## WHAT IS BEING ASKED
Please find every line in the records below that contains the word "Output", and copy it.

## DATA SUPPLIED
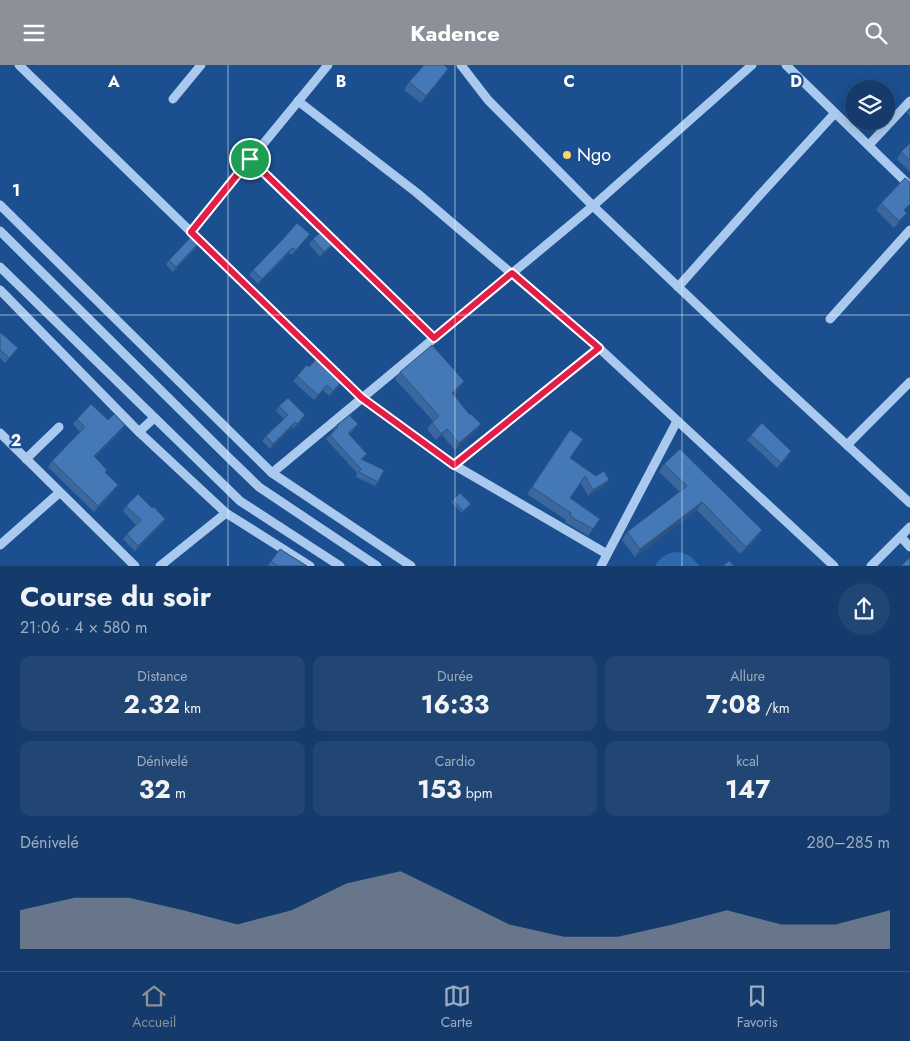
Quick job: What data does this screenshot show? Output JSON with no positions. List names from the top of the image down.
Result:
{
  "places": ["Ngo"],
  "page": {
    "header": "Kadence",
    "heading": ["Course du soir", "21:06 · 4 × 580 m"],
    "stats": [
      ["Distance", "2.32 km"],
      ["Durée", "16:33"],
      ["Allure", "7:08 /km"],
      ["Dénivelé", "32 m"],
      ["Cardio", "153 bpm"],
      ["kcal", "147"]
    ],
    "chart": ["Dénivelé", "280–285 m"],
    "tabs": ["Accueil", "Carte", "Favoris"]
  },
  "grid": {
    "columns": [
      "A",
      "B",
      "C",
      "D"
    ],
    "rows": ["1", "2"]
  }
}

* * *

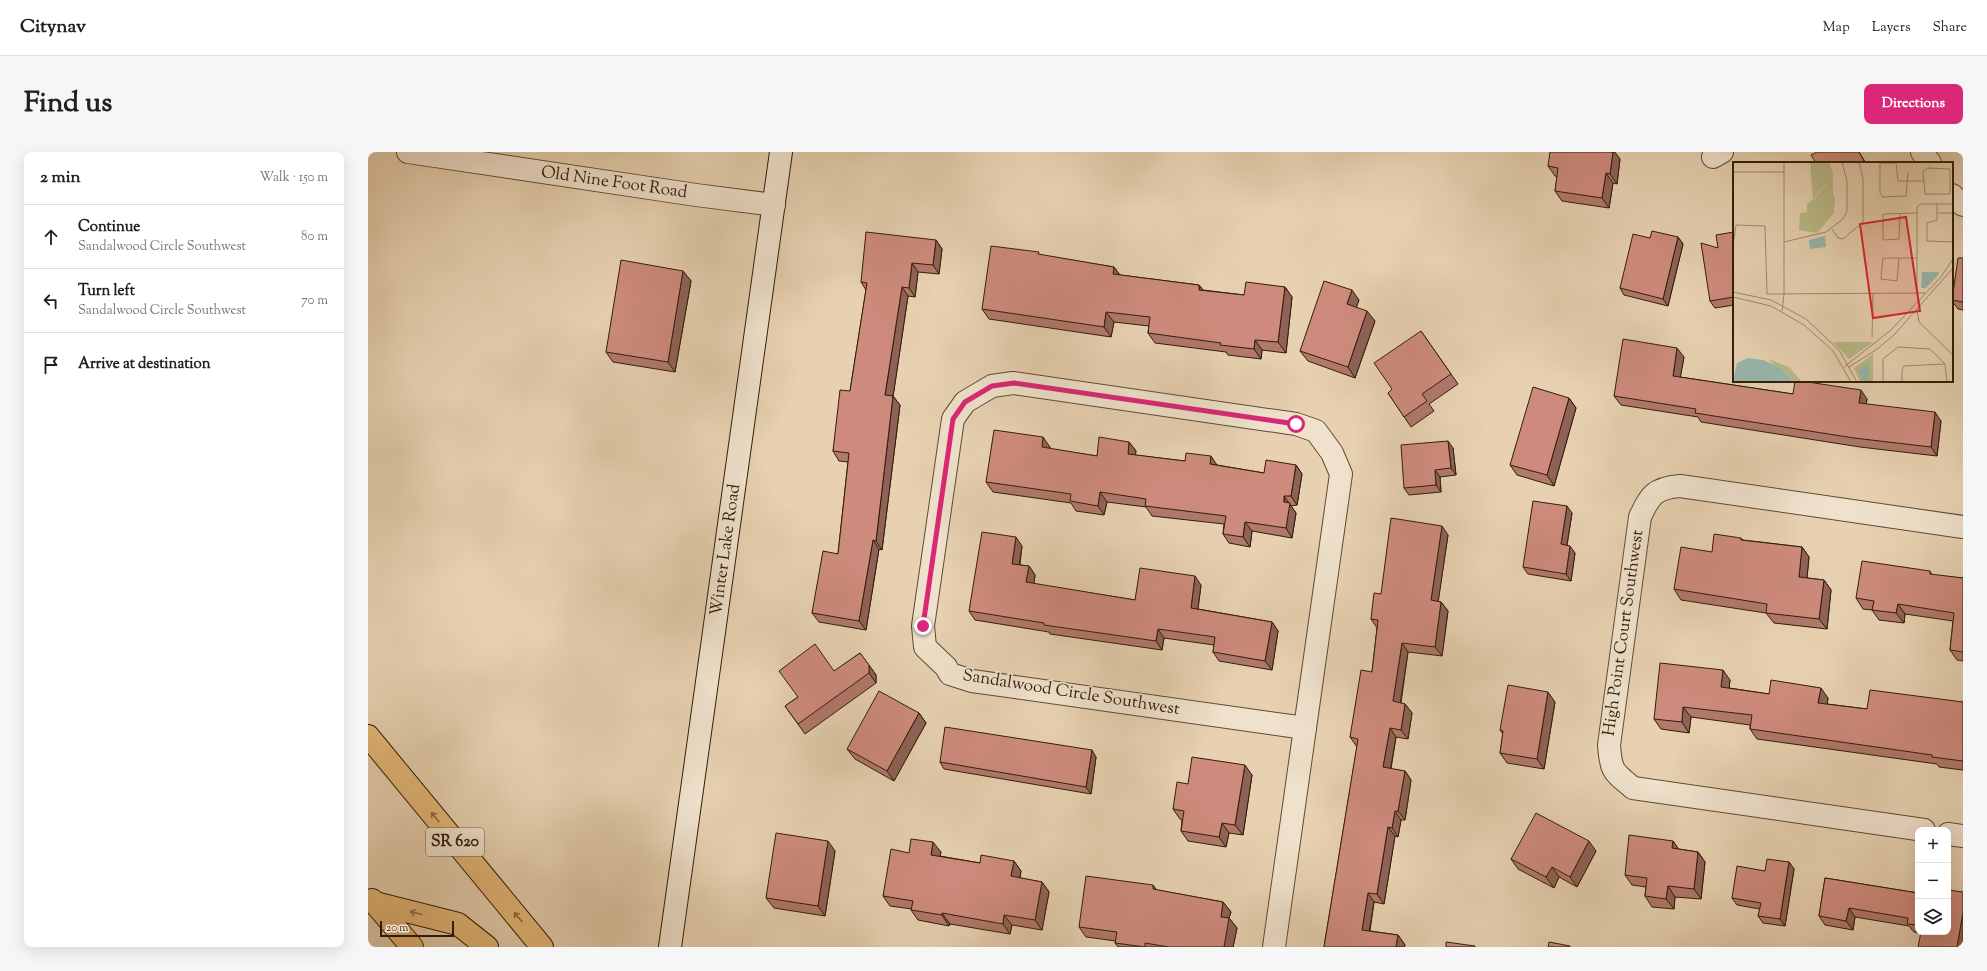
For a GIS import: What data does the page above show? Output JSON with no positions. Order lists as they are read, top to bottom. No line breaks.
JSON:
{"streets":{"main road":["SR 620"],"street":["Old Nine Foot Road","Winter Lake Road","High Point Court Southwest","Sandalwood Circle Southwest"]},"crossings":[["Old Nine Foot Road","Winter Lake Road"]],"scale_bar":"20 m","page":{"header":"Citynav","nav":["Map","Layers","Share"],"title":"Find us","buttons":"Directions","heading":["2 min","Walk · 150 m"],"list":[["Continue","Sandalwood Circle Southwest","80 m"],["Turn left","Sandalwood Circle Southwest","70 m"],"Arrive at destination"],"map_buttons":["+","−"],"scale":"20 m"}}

## FINISHED TASK
Quick job: What data does this screenshot show? Output JSON with no positions. List names from the top of the image down.
For a GIS import: What data does the page above show? Output JSON with no positions. Order lists as they are read, top to bottom. No line breaks.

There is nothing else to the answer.